Even with good and well-defined architecture, an efficient process of code-review in place, a coherent code style, and developers applying all the good coding practices, technical debt will still be created as features are added and evolved, but the debt will grow slower than it would if you didn't care about code quality. In the end, the good practices are there to slow down the increase of debt, so the happy cycle where functionality can be added blazing-fast lasts longer.
All in all, refactoring involves a trade-off between velocity now and velocity in the long term. And it is our responsibility as developers to continuously evaluate this trade-off, communicate it to the stakeholders, and when necessary, advocate for large refactors. Martin Fowler has written an awesome article about this subject called Is High Quality Software Worth the Cost?, that in my opinion is a must-read for every software engineer and software engineering manager.
Albeit having described accumulating and paying the techicall debt as cycles, most of the time it won't happen as discretely as that. Stopping a whole product development team for an extensive period to work exclusively on code quality improvements is less than desirable, and for startups with smaller teams, it may not even be possible to do so.
With time, as code quality decays, features take longer to be implemented, tasks are forever postponed because of technical limitations, bugs occur frequently, and fixing then seems beyond hope as more will just pop out. This can easily become a vicious cycle as the developers will only make the code even worse by adding more and more stuff to it, and doing all kinds of quick-fixes and workarounds (gambiarra as we say in Brazil) to get things done. Sometimes the only way out of this messy code swamp is to go for a total rewrite and start all over again in a clean sheet, but as we all know this is tough.
Not only a big rewrite is a lot of work, but it can also be a big hit to the team morale as the pressure to finish it fast and start shipping new features mounts.
Maintaining code quality
The ideal way to go about it is to never let things get so far out of hand to get to this doomed code state. Continous refactor and caring will go a long way to maintain the code in good quality. Of course, that doesn't mean that you'll never have to engage in a huge refactor or a rewrite again, sometimes the business evolves in a way that requirements change or takes gigantic proportions that weren't planned, and that's all fair and square.

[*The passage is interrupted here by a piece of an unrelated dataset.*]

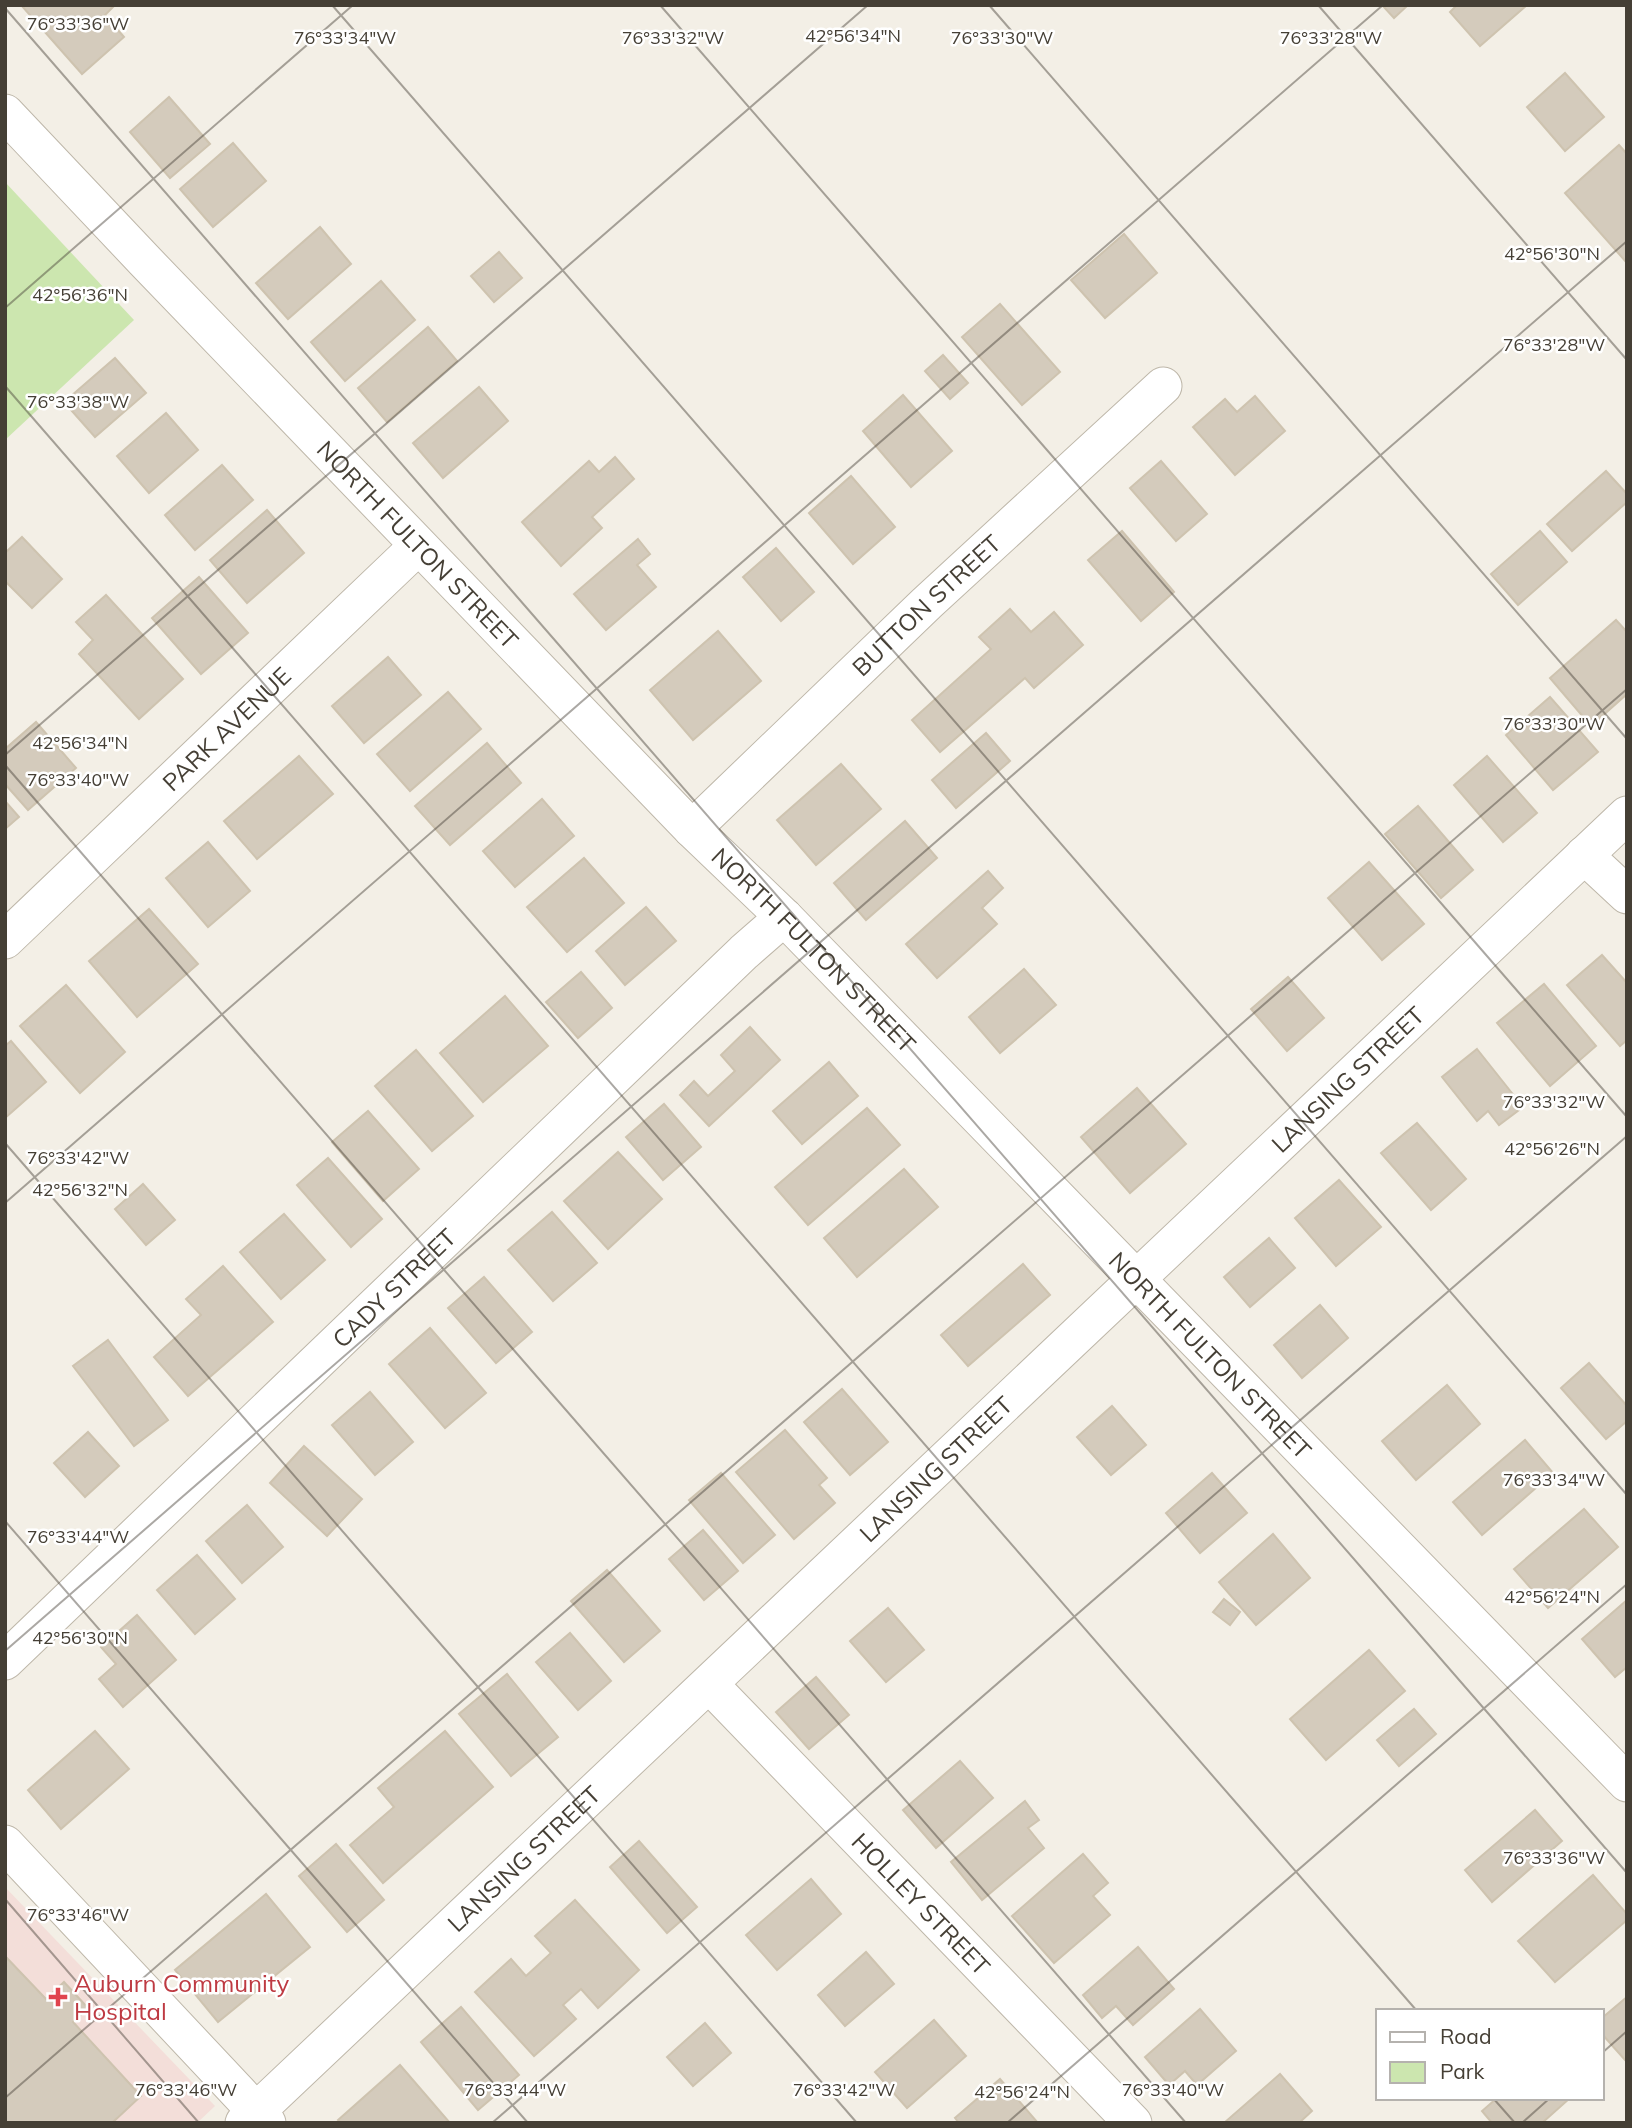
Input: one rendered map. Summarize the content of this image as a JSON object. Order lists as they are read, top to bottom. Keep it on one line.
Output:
{"streets":{"street":["NORTH FULTON STREET","BUTTON STREET","PARK AVENUE","LANSING STREET","CADY STREET","HOLLEY STREET"]},"crossings":[["NORTH FULTON STREET","BUTTON STREET"],["NORTH FULTON STREET","PARK AVENUE"],["NORTH FULTON STREET","LANSING STREET"],["NORTH FULTON STREET","CADY STREET"],["LANSING STREET","HOLLEY STREET"]],"places":{"health":["Auburn Community Hospital"]},"legend":["Road","Park"],"coordinates":["76°33'36\"W","42°56'34\"N","76°33'34\"W","76°33'32\"W","76°33'30\"W","76°33'28\"W","42°56'30\"N","42°56'36\"N","76°33'38\"W","76°33'40\"W","42°56'26\"N","76°33'42\"W","42°56'32\"N","76°33'44\"W","42°56'24\"N","76°33'46\"W"]}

The book The Pragmatic Programmer has a section about Software Entropy, and they make a beautiful analogy that bad code is like a building with broken windows. The feeling of abandonment will quickly spread among the developers, in a way that no one will try to repair it, or even take care to not damage it further. The remedy proposed by the authors is to not leave broken windows: fix issues as soon as you see them, or at least document the flaws and work on them later (later in this context means asap, not never). It is important to make a statement that that codebase is not abandoned.
Most of the refactoring is better done alongside product-driven tasks. You can utilize that you are working on a context anyway, and improve it by refactoring the bits that you found hard to understand, or that weren't flexible enough to accommodate your new use-case.

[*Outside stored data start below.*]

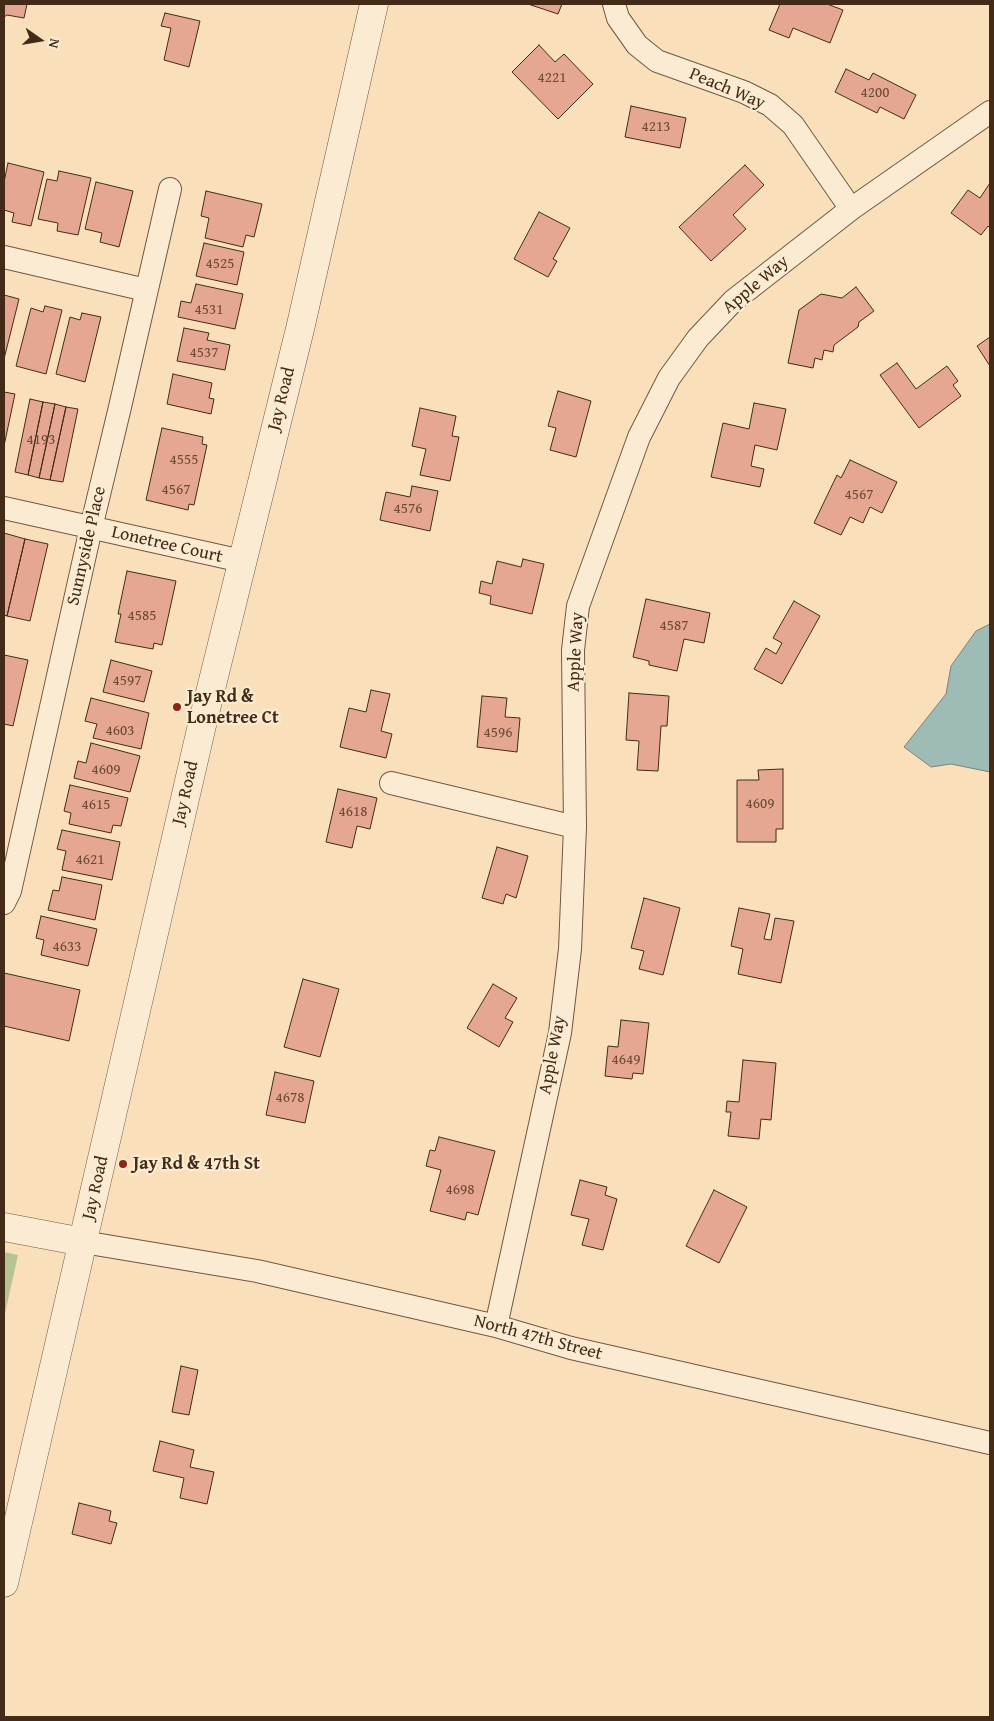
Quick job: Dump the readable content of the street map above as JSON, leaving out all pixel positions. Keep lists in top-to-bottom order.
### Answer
{
  "streets": {
    "street": [
      "Peach Way",
      "Apple Way",
      "Jay Road",
      "Lonetree Court",
      "Sunnyside Place",
      "North 47th Street"
    ]
  },
  "crossings": [
    ["Peach Way", "Apple Way"],
    ["Apple Way", "North 47th Street"],
    ["Jay Road", "Lonetree Court"],
    ["Jay Road", "North 47th Street"],
    ["Lonetree Court", "Sunnyside Place"]
  ],
  "places": ["Jay Rd & Lonetree Ct", "Jay Rd & 47th St"],
  "house_numbers": [
    "4221",
    "4200",
    "4213",
    "4525",
    "4531",
    "4537",
    "4193",
    "4555",
    "4567",
    "4567",
    "4576",
    "4585",
    "4587",
    "4597",
    "4603",
    "4596",
    "4609",
    "4609",
    "4615",
    "4618",
    "4621",
    "4633",
    "4649",
    "4678",
    "4698"
  ],
  "north": "right"
}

The book Clean Code makes a simple analogy to this attitude comparing it to a Boy Scout rule to always leave the camp cleaner than found. With enough people with this mindset, code quality can be improved over time.
Healthy team, healthy code
Keeping a healthy codebase is not a task to be tackled by an individual, refactoring messy chunks of code may be impossible without a supporting team. The improvements made by one person can be quickly dimmed by other developers going in the opposite direction.

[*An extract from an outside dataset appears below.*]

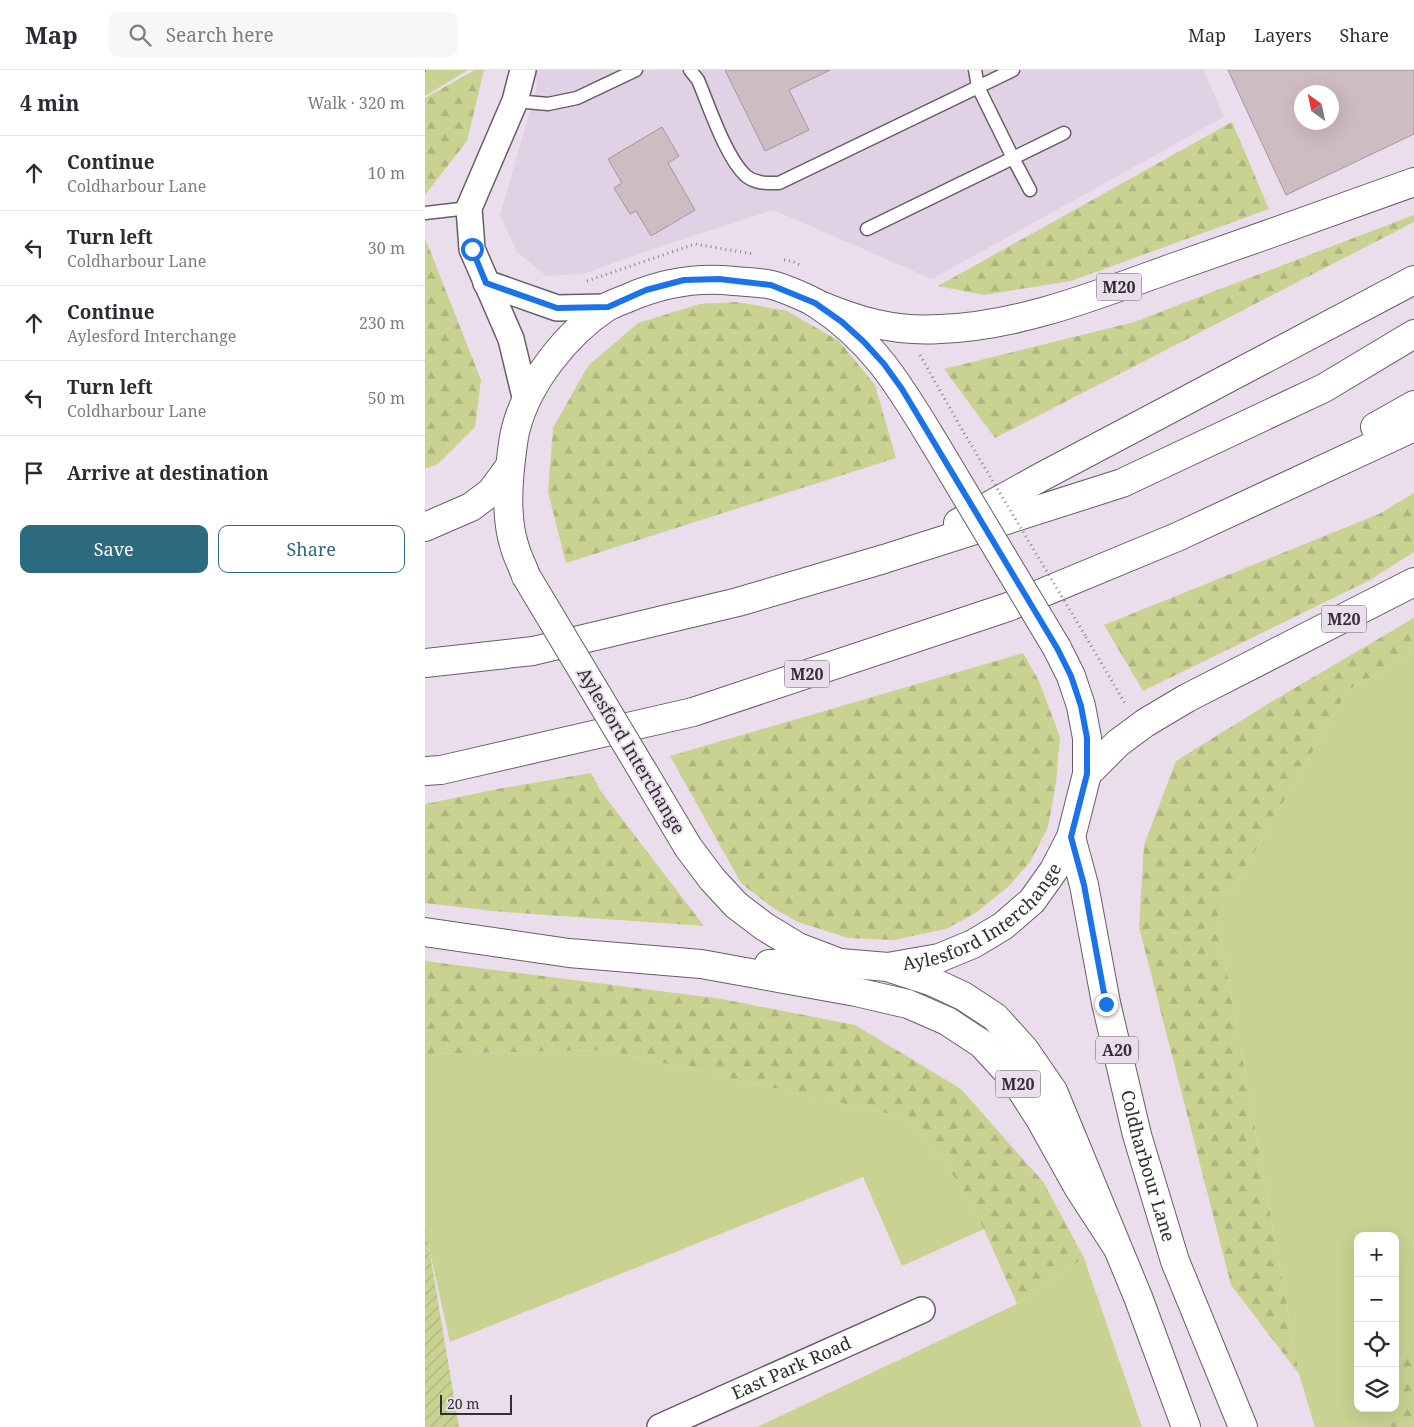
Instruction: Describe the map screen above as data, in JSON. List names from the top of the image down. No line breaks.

To be able to engage and keep developers comfortable in taking code quality seriously, it is important to have the whole team stand by it.
The engineering team should be supporting each other by reviewing code, designing solutions together, pair programming, keeping track of technical debt, and backing each other up to keep the shipping business impact while making code refactors.
Management has to be understanding by giving the development team the time and space necessary to keep deliverying at high quality and to shield the team from unnecessary feature demands.
Product managers and designers have to be aware of technical complexity and be versatile to keep balance on what is an amazing product and what is simple to develop.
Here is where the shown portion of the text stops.